Im looking buy the 07 cinch cameo bindings. My boyfriend is in love w/ his flows, he wants me to get a pair but i was thinking of trying the cinch instead. pros/cons? Right now im riding a lamar merlot 149 and lamar mx15 bindings, and some lamar boots. Its a crappy set up, but i bought it when i first started riding. I just picked up a gnu b-nice series with magnetraction, and 32 lashed boots. I dont do too much park riding.Mosty icey, hardpacked conditions. My only concern with the cinch bindings is that, i like to have my bindings super tight, and i dont know if the cinch binding will be tight enough.


----------



## Grimdog (Oct 13, 2007)

I have not tried the Cinch bindings but I do have flows and think they are the poop.
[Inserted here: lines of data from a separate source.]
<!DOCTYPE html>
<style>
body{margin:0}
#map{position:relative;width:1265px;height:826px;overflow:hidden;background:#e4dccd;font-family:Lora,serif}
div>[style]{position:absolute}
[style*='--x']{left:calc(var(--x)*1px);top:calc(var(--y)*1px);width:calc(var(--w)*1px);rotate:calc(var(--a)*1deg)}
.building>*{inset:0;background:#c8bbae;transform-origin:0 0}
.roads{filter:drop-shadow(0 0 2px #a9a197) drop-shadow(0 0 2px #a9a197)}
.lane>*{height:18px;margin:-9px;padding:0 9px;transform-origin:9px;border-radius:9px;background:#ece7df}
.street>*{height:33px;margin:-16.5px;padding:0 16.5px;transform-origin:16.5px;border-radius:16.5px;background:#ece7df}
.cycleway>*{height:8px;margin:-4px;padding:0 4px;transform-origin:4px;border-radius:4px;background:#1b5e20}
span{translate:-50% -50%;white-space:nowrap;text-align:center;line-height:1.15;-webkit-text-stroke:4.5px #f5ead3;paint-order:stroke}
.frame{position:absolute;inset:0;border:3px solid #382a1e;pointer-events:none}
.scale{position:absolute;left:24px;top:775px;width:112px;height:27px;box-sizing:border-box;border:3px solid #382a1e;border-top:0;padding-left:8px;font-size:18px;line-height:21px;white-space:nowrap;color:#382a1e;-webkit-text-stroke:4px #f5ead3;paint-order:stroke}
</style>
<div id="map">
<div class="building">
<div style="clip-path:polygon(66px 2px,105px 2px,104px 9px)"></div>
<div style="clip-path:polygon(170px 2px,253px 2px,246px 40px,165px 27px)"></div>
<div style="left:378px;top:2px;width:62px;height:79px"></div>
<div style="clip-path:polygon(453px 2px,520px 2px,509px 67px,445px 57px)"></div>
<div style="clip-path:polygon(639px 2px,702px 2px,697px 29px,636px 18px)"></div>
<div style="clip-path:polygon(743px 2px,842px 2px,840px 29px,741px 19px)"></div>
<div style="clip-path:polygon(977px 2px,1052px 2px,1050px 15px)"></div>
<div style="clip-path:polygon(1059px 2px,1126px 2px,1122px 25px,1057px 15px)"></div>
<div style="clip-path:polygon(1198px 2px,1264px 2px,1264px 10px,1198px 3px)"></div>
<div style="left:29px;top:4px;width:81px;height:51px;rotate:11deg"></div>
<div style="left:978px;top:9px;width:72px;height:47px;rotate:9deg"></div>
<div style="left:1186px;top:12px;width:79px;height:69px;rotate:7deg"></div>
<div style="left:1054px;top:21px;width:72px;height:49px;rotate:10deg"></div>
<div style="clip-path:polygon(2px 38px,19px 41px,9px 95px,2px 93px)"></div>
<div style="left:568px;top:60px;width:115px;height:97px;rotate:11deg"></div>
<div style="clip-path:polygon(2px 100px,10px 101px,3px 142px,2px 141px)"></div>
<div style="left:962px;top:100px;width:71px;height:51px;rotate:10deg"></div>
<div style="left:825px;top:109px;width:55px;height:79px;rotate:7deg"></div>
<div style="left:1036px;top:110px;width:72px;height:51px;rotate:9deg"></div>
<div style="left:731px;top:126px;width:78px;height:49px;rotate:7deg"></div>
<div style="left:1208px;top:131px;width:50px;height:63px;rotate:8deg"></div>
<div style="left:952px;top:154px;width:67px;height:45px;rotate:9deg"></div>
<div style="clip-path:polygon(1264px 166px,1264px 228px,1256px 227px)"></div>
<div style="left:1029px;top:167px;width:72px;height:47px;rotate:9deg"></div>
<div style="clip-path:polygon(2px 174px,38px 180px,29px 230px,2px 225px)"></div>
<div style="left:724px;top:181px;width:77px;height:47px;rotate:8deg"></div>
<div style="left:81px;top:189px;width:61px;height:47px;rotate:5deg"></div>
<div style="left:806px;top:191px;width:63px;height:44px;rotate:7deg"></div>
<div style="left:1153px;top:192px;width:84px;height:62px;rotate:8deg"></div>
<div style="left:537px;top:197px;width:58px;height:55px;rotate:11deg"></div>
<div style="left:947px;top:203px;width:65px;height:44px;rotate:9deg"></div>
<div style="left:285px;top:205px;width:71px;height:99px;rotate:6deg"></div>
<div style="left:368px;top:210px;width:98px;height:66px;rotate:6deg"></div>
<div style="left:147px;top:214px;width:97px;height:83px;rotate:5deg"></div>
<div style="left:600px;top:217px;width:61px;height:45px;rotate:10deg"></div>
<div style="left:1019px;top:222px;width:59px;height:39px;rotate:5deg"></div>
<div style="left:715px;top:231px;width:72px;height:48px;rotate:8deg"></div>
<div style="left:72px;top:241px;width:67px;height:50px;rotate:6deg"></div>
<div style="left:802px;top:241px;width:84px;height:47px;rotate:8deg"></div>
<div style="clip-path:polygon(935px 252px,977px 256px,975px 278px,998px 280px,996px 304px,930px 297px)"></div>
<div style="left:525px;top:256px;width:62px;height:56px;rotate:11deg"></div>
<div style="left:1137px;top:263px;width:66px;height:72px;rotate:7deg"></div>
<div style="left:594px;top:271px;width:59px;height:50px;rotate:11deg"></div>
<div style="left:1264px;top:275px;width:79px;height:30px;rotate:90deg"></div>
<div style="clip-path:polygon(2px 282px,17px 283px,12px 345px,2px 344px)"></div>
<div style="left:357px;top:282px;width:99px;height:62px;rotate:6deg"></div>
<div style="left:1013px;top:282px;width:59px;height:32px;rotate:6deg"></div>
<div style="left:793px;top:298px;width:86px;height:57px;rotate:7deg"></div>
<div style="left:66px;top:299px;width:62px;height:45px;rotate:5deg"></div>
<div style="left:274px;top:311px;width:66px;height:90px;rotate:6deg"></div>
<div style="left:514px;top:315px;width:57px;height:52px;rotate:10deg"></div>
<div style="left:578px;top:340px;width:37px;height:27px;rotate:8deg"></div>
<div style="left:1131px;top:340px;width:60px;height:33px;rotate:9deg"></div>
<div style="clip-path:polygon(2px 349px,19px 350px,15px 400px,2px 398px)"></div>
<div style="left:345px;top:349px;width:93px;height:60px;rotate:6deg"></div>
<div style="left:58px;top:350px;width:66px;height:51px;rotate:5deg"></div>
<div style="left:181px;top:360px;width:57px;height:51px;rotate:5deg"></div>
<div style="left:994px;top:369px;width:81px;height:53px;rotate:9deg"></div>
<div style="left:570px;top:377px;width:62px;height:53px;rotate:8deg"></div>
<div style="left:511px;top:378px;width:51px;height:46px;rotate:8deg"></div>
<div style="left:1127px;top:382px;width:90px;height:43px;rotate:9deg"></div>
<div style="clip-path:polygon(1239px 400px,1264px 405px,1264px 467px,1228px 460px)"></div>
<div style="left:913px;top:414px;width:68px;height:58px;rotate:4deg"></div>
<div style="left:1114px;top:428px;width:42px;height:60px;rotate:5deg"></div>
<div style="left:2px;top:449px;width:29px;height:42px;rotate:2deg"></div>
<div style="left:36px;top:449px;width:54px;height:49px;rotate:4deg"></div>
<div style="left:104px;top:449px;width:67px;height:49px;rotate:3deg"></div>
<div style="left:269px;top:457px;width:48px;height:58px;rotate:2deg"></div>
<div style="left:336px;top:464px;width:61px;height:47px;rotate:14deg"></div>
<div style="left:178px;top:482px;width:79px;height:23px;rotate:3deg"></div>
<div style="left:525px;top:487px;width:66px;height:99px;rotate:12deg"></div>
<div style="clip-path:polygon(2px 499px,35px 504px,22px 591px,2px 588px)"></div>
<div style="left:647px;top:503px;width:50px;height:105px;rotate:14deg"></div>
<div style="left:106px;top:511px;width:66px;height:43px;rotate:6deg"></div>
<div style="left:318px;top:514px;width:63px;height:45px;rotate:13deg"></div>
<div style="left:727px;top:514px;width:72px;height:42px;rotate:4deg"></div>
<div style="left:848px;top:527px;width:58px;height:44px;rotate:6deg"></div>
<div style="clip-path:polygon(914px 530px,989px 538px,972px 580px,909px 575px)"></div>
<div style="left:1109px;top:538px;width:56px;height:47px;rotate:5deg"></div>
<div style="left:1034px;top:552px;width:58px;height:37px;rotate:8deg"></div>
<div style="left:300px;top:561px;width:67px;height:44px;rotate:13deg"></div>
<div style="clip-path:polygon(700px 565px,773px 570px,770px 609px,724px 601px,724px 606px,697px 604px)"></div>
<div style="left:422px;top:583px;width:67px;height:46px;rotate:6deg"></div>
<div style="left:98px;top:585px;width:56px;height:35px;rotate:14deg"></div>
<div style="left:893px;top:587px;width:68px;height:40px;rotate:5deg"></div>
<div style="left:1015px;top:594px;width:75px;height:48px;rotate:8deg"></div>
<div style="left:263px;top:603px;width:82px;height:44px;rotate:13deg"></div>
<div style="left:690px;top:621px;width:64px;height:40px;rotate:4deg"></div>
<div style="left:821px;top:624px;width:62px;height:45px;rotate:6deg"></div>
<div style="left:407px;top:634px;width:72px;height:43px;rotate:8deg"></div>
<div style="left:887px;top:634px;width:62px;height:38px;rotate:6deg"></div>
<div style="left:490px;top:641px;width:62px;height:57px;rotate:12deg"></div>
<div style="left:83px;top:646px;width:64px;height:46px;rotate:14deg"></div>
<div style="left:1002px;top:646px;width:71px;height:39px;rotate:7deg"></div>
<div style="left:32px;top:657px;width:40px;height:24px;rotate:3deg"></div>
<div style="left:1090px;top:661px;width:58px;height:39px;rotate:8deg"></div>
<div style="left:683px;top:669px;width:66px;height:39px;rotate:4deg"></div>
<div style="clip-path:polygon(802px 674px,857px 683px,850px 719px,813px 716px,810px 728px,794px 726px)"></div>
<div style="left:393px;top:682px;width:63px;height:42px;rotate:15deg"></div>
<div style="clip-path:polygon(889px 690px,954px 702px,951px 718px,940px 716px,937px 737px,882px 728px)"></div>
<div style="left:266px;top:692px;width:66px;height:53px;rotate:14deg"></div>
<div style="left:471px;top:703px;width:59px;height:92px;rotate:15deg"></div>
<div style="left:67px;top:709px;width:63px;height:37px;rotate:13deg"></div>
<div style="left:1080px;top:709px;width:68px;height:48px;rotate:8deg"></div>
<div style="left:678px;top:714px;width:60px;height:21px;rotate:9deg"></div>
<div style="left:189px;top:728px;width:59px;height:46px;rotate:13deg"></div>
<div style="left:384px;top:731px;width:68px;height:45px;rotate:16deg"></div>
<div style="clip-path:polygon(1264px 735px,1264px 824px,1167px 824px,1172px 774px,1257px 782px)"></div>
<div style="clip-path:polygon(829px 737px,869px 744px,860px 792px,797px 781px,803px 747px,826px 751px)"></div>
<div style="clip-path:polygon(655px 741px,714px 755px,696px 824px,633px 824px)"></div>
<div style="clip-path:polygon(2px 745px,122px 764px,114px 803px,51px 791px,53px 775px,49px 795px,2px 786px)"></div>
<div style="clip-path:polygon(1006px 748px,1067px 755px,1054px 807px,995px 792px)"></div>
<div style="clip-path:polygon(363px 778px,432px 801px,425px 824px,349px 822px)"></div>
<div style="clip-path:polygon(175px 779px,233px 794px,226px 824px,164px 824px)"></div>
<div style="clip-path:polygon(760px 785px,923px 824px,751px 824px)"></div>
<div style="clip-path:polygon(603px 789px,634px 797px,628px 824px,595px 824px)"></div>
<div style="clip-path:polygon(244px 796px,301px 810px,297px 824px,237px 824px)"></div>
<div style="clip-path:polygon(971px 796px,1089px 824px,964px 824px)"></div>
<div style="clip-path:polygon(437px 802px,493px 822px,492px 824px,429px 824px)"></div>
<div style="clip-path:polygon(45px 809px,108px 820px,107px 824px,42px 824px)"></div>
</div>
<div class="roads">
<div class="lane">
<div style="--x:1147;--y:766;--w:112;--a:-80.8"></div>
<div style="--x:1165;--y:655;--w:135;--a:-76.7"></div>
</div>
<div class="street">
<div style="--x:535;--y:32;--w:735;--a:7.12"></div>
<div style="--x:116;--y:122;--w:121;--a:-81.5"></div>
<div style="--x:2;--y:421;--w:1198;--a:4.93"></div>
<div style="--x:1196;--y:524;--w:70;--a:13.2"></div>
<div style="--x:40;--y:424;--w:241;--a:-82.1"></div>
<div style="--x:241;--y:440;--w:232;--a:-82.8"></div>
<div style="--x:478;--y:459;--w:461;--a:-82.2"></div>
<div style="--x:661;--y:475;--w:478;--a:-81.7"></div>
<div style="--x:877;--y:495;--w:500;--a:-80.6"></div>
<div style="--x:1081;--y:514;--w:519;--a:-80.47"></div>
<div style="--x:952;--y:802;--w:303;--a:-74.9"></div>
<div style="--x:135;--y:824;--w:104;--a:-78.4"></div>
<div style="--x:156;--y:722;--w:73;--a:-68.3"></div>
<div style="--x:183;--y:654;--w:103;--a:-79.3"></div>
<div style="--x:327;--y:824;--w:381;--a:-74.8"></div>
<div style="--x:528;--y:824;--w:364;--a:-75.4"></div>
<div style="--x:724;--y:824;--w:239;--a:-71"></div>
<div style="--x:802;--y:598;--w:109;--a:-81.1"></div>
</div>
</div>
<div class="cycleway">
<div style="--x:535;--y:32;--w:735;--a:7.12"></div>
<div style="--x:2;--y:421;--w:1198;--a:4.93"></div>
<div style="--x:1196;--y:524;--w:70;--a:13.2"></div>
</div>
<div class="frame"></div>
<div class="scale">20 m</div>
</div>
However, I have had 2 different people come up to me in the lift line to look at my Flows. They had Cinch bindngs and complained that the highback did not fold as far back as they would like and said they thought the flow was a better system.


----------



## lisevolution (Sep 20, 2007)

The cinches absolutely do not go as far down as the Flows and they're a bit heavier. If you're looking for that type of binding go with the Flows for sure


----------



## killclimbz (Aug 10, 2007)

The cinch as stated is a heavier binding. The highback doesn't drop as far down but it is pretty easy to get out of. You give your leg a slight twist when you have it released it it just pops out. With the regular strap option you can crank down the straps. Then again you can get Flow straps uncomfortably tight now too with their mini ratchets.


----------